▸ Your task:
Within the data below, determine how many lines contain "chip" and supply only that figure.

----------

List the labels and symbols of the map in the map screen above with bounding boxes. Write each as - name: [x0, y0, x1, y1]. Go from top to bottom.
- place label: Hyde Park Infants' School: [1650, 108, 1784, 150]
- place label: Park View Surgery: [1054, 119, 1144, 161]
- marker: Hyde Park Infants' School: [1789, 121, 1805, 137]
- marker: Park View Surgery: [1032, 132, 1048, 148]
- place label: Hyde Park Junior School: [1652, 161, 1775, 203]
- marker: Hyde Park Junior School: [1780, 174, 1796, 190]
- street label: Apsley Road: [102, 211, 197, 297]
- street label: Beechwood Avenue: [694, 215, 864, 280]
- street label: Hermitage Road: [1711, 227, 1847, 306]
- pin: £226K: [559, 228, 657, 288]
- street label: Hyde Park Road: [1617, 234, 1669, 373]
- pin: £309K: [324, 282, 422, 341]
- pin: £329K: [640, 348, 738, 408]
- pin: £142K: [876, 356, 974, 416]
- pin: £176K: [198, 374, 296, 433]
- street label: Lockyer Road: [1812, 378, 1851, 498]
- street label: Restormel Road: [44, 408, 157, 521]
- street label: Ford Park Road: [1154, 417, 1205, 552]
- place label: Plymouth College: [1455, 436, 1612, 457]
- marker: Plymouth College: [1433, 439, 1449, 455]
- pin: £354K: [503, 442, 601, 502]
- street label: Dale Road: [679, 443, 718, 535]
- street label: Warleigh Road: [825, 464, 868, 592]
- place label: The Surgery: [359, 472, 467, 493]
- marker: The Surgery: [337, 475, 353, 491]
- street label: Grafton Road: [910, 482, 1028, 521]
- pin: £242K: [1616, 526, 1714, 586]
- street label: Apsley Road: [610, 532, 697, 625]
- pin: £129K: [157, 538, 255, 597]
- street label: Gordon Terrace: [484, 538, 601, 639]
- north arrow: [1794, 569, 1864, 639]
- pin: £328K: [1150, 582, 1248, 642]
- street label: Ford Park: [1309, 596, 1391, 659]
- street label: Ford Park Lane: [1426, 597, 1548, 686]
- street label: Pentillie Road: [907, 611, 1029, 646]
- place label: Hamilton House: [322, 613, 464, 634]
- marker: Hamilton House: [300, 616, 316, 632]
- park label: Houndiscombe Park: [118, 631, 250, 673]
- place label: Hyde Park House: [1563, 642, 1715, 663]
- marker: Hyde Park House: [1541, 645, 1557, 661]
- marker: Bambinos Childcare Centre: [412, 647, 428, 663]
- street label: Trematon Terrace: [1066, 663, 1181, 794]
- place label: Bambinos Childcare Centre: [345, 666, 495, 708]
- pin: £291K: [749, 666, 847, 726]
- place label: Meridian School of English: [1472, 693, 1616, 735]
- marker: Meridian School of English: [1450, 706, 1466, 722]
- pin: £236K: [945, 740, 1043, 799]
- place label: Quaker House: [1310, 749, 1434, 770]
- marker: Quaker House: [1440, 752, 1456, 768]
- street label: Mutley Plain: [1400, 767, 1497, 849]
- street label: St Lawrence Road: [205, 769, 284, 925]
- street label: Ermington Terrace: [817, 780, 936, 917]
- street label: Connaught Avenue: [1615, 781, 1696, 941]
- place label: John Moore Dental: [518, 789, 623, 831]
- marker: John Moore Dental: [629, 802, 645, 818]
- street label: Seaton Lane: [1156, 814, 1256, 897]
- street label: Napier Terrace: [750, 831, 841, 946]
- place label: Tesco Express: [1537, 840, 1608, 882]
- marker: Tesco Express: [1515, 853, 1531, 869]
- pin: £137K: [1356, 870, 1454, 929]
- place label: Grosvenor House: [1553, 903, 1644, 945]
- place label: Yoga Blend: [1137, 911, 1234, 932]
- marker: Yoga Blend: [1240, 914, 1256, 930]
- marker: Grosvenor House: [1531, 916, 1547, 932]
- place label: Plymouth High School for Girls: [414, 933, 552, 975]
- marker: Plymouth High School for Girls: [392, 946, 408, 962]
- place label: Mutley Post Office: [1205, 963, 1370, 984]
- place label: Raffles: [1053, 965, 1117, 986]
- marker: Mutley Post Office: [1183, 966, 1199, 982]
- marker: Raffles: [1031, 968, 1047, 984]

----------

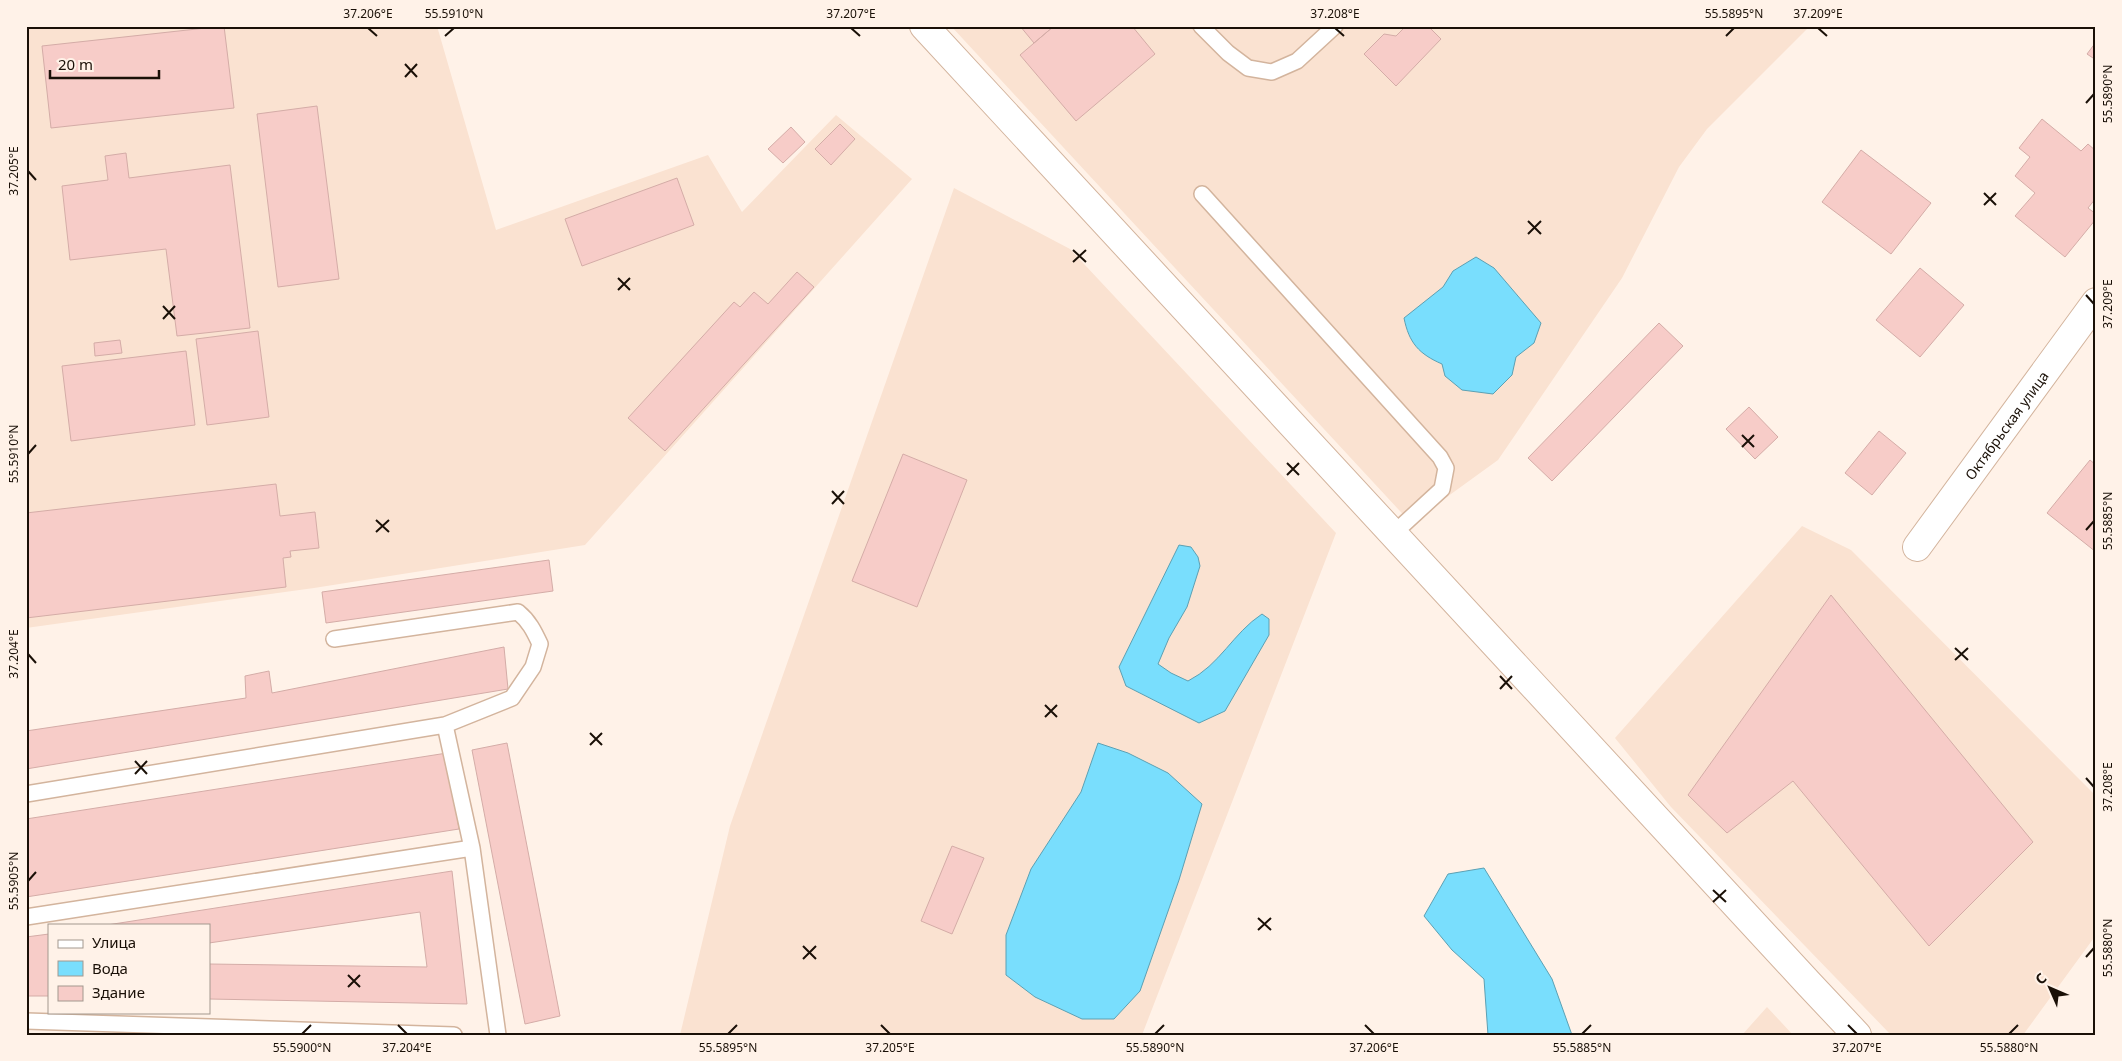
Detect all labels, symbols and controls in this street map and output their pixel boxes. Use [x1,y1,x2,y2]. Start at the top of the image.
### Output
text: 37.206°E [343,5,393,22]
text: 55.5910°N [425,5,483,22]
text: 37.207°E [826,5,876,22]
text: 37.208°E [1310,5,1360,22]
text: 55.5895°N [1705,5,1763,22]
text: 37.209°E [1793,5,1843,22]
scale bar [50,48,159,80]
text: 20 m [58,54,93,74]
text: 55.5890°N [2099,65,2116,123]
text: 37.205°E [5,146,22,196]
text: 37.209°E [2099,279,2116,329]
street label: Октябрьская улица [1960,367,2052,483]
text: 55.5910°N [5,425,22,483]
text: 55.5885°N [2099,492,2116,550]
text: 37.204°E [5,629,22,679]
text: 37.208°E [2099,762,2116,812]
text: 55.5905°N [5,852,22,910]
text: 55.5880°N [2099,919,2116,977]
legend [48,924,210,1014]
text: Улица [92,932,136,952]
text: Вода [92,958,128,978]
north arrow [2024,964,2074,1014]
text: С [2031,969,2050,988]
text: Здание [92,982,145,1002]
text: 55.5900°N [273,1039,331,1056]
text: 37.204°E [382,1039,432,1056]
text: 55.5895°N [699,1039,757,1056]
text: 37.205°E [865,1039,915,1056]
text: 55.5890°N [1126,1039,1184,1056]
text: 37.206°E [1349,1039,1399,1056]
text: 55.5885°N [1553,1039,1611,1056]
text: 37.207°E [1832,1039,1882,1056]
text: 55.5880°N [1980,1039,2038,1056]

----------

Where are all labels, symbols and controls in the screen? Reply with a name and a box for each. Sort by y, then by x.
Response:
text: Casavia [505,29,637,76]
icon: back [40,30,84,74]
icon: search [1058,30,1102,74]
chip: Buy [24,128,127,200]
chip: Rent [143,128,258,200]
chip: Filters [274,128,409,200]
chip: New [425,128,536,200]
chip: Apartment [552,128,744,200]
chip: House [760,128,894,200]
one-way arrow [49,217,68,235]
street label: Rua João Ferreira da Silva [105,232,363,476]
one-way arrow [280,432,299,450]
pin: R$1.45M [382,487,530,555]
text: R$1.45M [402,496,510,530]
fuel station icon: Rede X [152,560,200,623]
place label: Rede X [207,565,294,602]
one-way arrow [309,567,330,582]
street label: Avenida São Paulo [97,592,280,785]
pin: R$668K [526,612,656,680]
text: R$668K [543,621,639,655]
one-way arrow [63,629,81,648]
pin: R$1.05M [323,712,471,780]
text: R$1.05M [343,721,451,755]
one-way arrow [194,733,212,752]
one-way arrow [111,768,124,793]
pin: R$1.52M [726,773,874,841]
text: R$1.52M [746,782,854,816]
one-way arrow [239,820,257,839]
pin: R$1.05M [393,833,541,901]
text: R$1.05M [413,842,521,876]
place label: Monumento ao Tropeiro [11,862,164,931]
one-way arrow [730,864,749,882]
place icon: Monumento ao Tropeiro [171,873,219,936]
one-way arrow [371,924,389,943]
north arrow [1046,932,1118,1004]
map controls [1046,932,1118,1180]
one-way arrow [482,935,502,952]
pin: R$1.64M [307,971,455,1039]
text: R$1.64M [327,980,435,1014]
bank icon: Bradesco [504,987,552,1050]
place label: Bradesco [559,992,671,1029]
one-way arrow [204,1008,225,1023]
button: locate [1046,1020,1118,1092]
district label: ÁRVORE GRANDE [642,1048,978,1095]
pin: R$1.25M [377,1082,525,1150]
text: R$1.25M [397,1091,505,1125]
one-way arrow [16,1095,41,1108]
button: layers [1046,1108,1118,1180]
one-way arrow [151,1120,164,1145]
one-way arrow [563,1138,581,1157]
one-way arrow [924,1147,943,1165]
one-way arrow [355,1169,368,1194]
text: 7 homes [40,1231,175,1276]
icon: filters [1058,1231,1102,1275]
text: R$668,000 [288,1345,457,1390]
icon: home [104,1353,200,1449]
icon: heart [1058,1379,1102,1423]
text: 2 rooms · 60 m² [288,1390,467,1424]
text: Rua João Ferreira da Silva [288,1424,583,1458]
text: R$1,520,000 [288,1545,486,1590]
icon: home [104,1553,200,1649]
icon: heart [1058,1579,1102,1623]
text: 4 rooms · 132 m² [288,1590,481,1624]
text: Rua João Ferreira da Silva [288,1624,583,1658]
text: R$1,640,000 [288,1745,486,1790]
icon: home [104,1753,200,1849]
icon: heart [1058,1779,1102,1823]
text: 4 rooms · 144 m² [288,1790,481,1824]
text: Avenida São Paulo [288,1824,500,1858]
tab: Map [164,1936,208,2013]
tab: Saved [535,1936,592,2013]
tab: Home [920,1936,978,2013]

----------

▸ Answer for this exercise:
6